Stored items
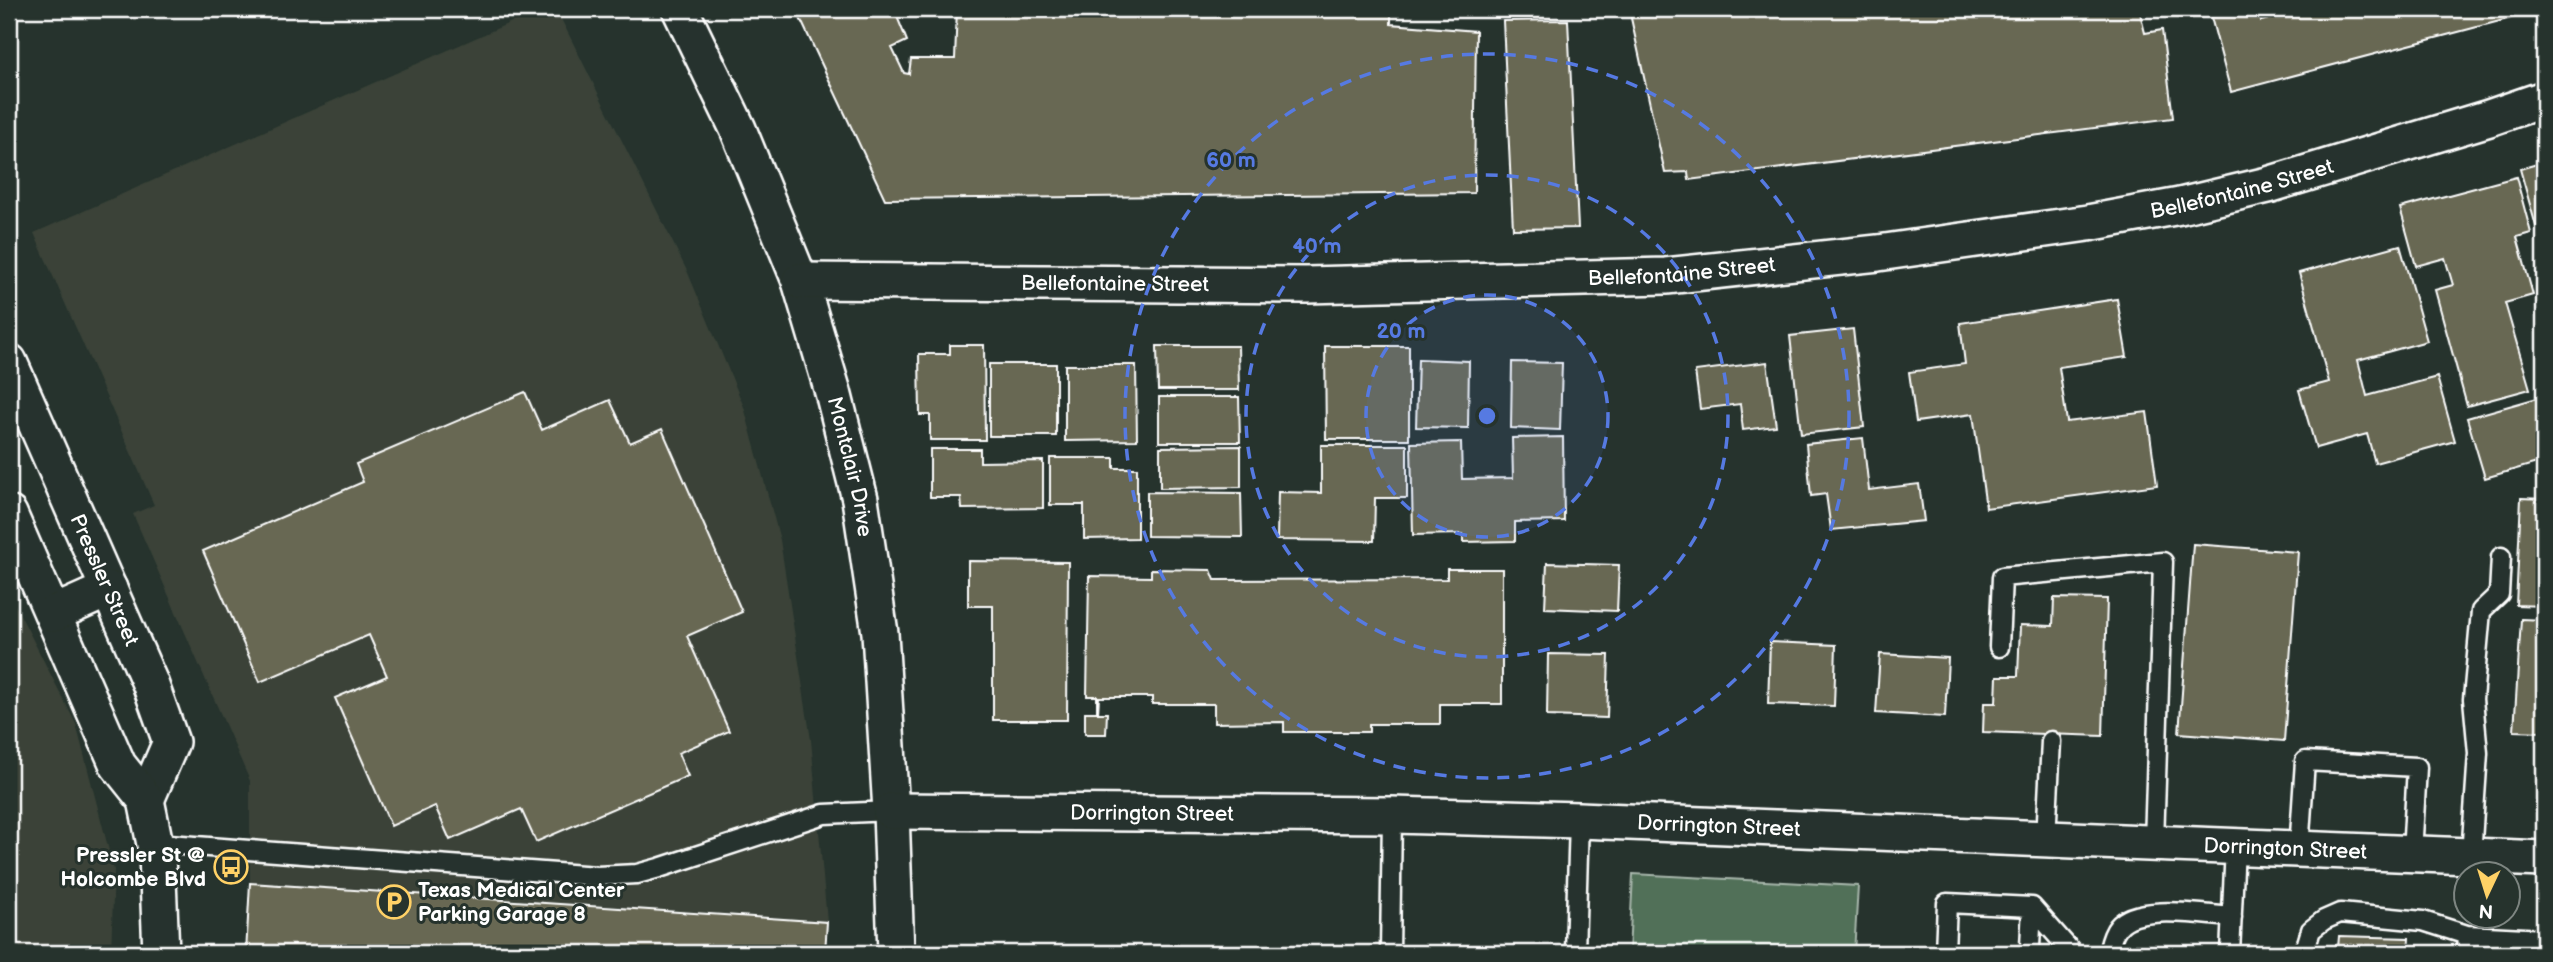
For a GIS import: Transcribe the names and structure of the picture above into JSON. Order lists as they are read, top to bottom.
{
  "streets": {
    "street": [
      "Bellefontaine Street",
      "Montclair Drive",
      "Pressler Street",
      "Dorrington Street"
    ]
  },
  "crossings": [
    ["Bellefontaine Street", "Montclair Drive"],
    ["Montclair Drive", "Dorrington Street"]
  ],
  "places": {
    "bus stop": ["Pressler St @ Holcombe Blvd"],
    "parking": ["Texas Medical Center Parking Garage 8"]
  },
  "north": "bottom",
  "rings": ["60 m", "40 m", "20 m"]
}
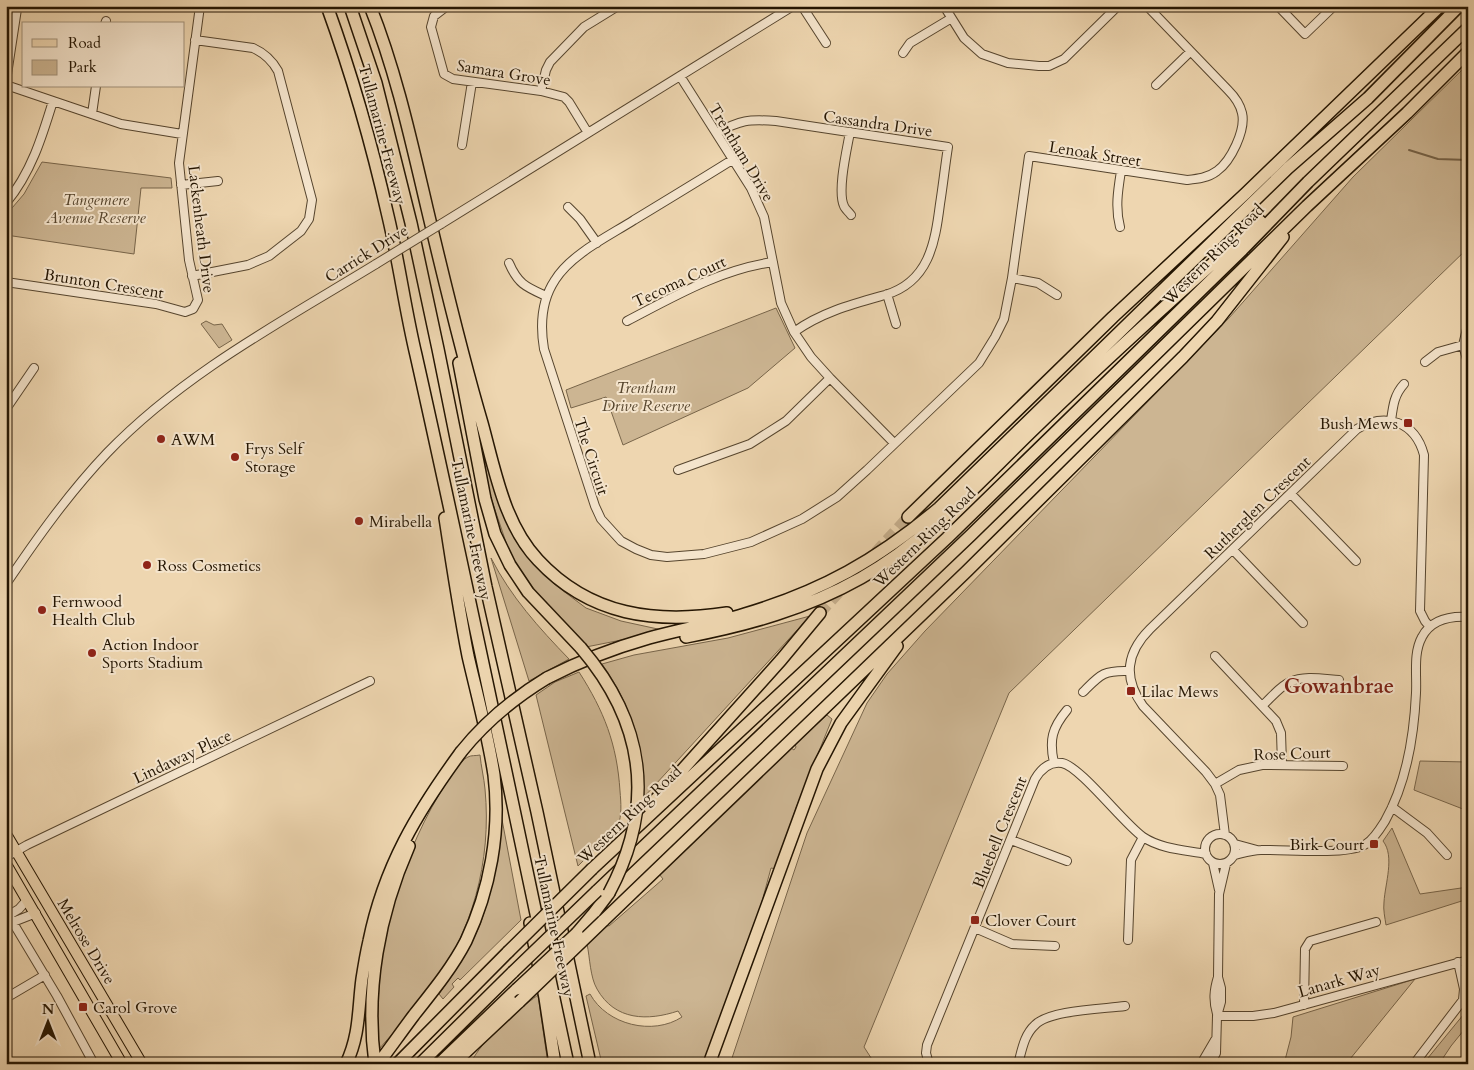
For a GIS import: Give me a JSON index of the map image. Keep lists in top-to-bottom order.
{
  "streets": {
    "highway": ["Tullamarine Freeway", "Western Ring Road"],
    "main road": ["Melrose Drive"],
    "street": [
      "Samara Grove",
      "Cassandra Drive",
      "Trentham Drive",
      "Lenoak Street",
      "Lackenheath Drive",
      "Carrick Drive",
      "Tecoma Court",
      "Brunton Crescent",
      "The Circuit",
      "Rutherglen Crescent",
      "Rose Court",
      "Lindaway Place",
      "Bluebell Crescent",
      "Lanark Way"
    ]
  },
  "crossings": [
    ["Samara Grove", "Carrick Drive"],
    ["Cassandra Drive", "Trentham Drive"],
    ["Trentham Drive", "Lenoak Street"],
    ["Trentham Drive", "Carrick Drive"],
    ["Trentham Drive", "Tecoma Court"],
    ["Trentham Drive", "The Circuit"],
    ["Lenoak Street", "The Circuit"],
    ["Lackenheath Drive", "Brunton Crescent"],
    ["Lindaway Place", "Melrose Drive"]
  ],
  "districts": ["Gowanbrae"],
  "parks": ["Tangemere Avenue Reserve", "Trentham Drive Reserve"],
  "places": {
    "transit": [
      "Bush Mews",
      "Lilac Mews",
      "Birk Court",
      "Clover Court",
      "Carol Grove"
    ],
    "other": [
      "AWM",
      "Frys Self Storage",
      "Mirabella",
      "Ross Cosmetics",
      "Fernwood Health Club",
      "Action Indoor Sports Stadium"
    ]
  },
  "legend": ["Road", "Park"],
  "north": "top"
}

Activity
Wherever a line of the entries holds the string "Lackenheath", copy that line.

Result of this task
      "Lackenheath Drive",
    ["Lackenheath Drive", "Brunton Crescent"],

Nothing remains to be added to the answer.